Stored data:
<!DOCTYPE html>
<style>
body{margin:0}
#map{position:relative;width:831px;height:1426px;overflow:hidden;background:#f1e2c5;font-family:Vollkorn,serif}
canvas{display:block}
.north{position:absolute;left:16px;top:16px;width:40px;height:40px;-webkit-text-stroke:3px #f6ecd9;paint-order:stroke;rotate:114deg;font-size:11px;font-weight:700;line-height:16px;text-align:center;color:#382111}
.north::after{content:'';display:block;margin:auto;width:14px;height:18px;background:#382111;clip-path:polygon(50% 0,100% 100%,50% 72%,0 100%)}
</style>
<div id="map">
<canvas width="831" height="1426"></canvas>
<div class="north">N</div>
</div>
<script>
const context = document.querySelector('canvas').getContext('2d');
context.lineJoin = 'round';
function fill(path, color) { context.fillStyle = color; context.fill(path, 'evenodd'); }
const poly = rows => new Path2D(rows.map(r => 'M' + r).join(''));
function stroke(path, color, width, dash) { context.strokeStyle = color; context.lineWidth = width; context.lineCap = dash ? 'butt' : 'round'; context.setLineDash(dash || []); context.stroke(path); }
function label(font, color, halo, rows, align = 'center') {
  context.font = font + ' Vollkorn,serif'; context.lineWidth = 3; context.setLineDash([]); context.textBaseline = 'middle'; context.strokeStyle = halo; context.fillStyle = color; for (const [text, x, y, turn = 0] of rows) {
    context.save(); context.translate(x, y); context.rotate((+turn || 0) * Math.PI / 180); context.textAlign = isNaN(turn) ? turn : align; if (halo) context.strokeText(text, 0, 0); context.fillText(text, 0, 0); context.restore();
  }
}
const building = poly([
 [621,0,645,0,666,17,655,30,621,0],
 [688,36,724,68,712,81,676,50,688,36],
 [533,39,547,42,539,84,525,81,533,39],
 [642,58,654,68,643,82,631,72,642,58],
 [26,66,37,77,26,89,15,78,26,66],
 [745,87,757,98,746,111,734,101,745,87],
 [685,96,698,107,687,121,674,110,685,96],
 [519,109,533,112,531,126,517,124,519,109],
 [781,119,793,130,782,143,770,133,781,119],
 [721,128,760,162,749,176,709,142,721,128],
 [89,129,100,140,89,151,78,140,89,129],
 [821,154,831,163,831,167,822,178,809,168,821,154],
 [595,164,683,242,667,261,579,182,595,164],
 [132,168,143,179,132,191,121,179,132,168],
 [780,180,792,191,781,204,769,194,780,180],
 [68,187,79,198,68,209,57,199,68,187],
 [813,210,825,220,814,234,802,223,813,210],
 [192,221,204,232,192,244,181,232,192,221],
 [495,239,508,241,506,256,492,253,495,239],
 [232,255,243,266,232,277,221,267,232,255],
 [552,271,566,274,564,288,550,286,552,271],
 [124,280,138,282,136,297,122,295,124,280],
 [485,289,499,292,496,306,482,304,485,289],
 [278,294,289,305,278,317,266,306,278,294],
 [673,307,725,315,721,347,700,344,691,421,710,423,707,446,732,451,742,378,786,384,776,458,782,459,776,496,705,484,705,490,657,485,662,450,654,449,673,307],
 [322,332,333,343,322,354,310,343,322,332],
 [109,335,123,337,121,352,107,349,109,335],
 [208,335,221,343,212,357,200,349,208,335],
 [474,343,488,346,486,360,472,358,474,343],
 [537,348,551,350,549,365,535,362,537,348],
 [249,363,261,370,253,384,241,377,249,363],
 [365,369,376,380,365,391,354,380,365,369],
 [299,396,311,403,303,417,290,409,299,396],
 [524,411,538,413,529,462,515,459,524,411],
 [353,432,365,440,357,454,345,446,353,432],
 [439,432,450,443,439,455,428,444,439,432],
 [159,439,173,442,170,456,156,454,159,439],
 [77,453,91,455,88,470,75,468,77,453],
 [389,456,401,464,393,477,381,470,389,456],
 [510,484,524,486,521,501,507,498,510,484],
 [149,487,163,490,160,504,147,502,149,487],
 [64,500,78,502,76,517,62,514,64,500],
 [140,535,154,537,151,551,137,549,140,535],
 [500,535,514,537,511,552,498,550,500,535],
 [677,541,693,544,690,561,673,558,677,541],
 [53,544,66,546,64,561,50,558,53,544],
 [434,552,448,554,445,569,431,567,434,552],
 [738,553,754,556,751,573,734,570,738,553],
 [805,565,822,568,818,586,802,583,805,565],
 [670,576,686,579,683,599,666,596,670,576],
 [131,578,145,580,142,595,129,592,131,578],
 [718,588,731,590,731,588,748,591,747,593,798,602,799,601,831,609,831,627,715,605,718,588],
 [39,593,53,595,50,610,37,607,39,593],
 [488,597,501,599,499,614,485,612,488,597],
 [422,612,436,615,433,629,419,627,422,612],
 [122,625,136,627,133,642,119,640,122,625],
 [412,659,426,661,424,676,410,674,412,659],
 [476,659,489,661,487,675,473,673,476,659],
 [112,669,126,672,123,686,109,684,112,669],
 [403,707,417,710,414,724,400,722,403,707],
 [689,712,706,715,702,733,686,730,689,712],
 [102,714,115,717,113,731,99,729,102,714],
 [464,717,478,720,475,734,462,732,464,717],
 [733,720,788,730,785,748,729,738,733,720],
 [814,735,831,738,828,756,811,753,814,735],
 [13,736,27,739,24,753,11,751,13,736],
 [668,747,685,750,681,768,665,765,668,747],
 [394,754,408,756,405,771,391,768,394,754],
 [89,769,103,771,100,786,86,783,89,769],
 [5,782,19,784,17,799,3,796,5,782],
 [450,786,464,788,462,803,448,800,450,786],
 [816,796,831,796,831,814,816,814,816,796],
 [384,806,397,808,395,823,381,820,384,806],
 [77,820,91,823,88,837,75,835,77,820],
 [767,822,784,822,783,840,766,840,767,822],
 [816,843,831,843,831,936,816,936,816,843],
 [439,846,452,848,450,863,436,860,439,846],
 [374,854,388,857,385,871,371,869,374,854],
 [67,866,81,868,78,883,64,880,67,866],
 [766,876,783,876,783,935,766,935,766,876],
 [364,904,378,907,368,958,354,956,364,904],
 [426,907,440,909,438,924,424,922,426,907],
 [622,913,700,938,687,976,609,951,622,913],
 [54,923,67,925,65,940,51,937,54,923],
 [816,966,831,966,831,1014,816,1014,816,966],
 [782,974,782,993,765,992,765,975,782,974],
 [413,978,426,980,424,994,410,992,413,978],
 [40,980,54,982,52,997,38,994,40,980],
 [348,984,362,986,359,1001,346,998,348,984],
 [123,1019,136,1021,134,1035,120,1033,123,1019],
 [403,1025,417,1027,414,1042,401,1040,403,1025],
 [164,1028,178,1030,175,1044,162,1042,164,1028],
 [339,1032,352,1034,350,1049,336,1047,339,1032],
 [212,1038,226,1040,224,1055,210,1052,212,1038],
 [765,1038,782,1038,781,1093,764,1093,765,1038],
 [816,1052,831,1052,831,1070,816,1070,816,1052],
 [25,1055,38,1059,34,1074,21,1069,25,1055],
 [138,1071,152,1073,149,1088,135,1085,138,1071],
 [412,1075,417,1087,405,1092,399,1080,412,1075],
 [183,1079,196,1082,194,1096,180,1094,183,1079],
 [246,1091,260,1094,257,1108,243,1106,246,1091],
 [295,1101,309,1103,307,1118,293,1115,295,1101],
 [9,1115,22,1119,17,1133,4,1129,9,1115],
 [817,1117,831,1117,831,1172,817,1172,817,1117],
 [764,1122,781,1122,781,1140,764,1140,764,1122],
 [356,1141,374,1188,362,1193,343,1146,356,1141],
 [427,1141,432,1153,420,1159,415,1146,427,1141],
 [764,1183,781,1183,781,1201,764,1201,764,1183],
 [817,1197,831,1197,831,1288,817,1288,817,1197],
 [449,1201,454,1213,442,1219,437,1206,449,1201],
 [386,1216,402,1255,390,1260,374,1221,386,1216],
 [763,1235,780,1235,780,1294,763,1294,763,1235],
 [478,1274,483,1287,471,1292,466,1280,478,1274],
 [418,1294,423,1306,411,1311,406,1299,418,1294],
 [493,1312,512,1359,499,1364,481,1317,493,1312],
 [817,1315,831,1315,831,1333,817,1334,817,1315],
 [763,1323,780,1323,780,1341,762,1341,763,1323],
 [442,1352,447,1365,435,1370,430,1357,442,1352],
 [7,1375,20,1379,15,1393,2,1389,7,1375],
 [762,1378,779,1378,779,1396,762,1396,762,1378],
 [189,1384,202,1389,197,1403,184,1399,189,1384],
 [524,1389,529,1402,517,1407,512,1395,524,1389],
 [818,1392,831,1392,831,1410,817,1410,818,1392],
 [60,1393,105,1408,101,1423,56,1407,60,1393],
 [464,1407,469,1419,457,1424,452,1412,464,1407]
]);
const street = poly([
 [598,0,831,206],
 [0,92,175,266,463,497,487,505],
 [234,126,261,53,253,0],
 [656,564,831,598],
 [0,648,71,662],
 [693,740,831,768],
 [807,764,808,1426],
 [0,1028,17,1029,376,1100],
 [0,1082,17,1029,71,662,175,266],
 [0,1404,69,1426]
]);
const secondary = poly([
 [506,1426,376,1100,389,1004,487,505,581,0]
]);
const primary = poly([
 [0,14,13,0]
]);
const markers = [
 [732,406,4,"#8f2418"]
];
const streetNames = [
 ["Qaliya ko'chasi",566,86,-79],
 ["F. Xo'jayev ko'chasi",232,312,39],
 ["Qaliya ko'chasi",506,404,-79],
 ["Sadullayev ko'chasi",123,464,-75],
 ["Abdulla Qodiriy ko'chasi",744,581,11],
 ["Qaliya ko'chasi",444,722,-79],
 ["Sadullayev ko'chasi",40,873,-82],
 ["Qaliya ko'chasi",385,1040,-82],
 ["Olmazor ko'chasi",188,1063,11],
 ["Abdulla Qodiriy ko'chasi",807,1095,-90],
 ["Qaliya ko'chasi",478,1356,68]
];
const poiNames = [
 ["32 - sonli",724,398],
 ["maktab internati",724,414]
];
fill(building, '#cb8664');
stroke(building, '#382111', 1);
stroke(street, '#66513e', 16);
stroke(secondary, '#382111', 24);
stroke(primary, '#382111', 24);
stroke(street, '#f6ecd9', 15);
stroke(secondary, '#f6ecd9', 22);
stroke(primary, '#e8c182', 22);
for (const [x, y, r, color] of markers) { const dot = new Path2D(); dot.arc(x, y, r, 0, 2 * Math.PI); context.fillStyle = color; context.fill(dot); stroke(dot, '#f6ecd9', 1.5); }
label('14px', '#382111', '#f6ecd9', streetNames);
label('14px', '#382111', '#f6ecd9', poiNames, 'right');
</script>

* Work instructions: Which lines of the entries above contain the word "lineWidth"? Copy each of them.

* Exercise answer:
function stroke(path, color, width, dash) { context.strokeStyle = color; context.lineWidth = width; context.lineCap = dash ? 'butt' : 'round'; context.setLineDash(dash || []); context.stroke(path); }
  context.font = font + ' Vollkorn,serif'; context.lineWidth = 3; context.setLineDash([]); context.textBaseline = 'middle'; context.strokeStyle = halo; context.fillStyle = color; for (const [text, x, y, turn = 0] of rows) {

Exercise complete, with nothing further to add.